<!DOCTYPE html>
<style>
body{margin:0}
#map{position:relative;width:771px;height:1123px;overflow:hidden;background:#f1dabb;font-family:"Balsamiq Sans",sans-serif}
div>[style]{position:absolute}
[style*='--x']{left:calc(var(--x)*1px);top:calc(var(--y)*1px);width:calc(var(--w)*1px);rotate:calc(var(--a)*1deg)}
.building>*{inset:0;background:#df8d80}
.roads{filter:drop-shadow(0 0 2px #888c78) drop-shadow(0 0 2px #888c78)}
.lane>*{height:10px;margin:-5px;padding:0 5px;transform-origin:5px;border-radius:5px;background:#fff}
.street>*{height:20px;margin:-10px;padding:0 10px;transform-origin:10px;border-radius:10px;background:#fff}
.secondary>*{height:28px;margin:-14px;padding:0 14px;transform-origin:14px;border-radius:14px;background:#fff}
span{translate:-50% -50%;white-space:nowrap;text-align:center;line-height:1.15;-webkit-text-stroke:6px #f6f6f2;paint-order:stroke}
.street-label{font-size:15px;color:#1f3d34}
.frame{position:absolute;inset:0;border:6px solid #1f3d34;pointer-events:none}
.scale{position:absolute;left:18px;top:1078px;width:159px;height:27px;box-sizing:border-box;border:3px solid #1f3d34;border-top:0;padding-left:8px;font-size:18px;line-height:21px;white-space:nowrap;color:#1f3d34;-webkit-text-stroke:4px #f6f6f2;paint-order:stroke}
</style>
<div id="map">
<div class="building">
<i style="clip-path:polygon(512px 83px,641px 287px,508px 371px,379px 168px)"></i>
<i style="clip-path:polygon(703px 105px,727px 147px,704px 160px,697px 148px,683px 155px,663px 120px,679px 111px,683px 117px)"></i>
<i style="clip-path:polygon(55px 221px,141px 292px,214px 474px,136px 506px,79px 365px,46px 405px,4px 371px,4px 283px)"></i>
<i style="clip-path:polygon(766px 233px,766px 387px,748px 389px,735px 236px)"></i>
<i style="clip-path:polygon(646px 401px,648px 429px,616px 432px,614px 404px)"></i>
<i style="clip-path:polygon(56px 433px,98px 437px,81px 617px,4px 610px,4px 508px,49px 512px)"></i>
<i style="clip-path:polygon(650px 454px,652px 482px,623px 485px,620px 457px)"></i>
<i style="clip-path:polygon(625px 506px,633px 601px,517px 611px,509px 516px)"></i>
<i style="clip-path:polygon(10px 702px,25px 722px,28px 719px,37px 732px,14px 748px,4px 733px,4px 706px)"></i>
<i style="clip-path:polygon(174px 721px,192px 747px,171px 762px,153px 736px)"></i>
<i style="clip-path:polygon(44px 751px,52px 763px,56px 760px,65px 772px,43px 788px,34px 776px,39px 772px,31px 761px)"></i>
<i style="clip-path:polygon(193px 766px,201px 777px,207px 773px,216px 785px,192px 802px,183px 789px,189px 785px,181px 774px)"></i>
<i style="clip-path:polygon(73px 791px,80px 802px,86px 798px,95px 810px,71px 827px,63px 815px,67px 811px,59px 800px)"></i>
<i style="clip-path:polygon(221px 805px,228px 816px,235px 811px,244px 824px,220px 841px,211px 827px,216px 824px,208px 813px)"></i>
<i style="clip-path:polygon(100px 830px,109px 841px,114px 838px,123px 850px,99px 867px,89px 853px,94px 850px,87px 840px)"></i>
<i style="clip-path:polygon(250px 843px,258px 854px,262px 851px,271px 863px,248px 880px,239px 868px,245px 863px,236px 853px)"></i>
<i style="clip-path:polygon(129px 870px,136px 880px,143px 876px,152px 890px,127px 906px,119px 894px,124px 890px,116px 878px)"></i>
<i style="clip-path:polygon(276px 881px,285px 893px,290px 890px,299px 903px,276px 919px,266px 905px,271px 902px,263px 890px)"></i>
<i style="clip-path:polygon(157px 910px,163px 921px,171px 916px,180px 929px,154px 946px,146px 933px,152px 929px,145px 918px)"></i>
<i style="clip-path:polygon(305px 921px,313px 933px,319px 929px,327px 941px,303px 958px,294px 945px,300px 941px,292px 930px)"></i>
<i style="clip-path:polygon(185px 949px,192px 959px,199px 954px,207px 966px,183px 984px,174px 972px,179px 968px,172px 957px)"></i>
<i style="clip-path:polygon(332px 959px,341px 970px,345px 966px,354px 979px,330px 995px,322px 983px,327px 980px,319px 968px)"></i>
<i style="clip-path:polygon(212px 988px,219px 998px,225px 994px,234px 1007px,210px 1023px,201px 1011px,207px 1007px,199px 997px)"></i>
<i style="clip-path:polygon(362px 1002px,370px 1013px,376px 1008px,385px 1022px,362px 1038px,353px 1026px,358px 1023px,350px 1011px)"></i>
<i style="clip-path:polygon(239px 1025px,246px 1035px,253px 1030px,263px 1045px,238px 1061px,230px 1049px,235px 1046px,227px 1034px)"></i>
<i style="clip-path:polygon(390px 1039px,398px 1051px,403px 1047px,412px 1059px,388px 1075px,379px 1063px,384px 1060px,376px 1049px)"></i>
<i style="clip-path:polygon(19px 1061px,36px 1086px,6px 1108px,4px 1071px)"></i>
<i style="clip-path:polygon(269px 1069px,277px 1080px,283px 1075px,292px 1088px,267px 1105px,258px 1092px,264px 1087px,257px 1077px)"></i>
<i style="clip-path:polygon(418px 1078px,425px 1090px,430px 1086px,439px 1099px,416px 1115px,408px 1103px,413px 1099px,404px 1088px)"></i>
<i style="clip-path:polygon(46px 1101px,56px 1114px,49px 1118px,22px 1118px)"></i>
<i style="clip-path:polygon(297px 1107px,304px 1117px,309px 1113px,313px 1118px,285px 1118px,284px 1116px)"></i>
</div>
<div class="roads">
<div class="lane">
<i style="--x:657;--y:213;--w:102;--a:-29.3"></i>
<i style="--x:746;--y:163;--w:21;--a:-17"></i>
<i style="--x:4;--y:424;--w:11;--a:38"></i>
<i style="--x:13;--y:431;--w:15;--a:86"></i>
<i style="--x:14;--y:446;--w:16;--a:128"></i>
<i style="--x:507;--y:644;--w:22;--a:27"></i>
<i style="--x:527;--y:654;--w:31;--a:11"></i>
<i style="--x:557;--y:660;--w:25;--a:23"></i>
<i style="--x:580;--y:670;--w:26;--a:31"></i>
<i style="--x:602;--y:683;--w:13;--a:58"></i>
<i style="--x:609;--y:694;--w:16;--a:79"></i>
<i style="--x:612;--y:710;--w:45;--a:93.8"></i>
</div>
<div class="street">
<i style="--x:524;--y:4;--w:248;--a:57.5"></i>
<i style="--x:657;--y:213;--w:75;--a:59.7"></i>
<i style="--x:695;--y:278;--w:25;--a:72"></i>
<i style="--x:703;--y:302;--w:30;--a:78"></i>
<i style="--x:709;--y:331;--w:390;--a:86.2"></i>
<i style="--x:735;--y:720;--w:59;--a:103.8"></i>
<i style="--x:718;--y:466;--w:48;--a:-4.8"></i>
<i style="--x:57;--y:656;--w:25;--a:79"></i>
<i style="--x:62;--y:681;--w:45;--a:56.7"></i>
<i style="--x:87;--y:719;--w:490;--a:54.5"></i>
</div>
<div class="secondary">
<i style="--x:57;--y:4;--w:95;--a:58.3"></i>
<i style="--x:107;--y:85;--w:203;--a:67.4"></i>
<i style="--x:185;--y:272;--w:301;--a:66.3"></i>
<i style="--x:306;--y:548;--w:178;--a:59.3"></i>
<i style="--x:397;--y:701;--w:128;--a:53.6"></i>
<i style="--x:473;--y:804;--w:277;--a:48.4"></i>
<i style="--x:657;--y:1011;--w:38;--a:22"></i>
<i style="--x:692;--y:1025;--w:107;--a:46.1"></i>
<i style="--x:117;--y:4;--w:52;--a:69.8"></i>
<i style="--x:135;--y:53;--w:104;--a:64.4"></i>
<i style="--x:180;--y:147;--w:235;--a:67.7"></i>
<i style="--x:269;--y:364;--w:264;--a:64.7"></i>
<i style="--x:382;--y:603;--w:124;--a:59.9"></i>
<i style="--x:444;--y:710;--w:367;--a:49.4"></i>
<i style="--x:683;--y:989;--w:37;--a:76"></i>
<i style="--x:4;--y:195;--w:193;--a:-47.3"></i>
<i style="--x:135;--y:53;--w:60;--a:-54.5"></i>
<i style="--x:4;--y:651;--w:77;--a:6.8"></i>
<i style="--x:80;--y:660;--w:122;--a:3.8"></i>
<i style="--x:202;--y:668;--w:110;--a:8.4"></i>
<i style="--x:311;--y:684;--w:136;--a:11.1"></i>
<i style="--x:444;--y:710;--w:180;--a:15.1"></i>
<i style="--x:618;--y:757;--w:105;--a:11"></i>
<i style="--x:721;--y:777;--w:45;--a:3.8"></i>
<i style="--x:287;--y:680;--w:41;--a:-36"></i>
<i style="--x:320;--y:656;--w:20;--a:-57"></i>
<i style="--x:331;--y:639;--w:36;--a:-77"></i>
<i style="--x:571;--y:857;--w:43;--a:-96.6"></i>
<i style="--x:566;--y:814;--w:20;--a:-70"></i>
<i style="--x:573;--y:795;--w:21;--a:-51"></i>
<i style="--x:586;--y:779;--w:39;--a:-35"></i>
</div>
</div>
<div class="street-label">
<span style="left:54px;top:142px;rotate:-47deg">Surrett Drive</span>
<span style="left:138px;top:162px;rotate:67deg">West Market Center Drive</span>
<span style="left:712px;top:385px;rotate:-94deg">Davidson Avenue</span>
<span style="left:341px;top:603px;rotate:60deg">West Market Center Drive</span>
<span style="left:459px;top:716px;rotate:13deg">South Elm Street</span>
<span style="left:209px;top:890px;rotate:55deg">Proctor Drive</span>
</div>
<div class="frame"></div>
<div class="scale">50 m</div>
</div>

--- --- ---

PROBLEM TO SOLVE. Your answer should be all lines from the data that contain "lane".

TASK OUTPUT.
.lane>*{height:10px;margin:-5px;padding:0 5px;transform-origin:5px;border-radius:5px;background:#fff}
<div class="lane">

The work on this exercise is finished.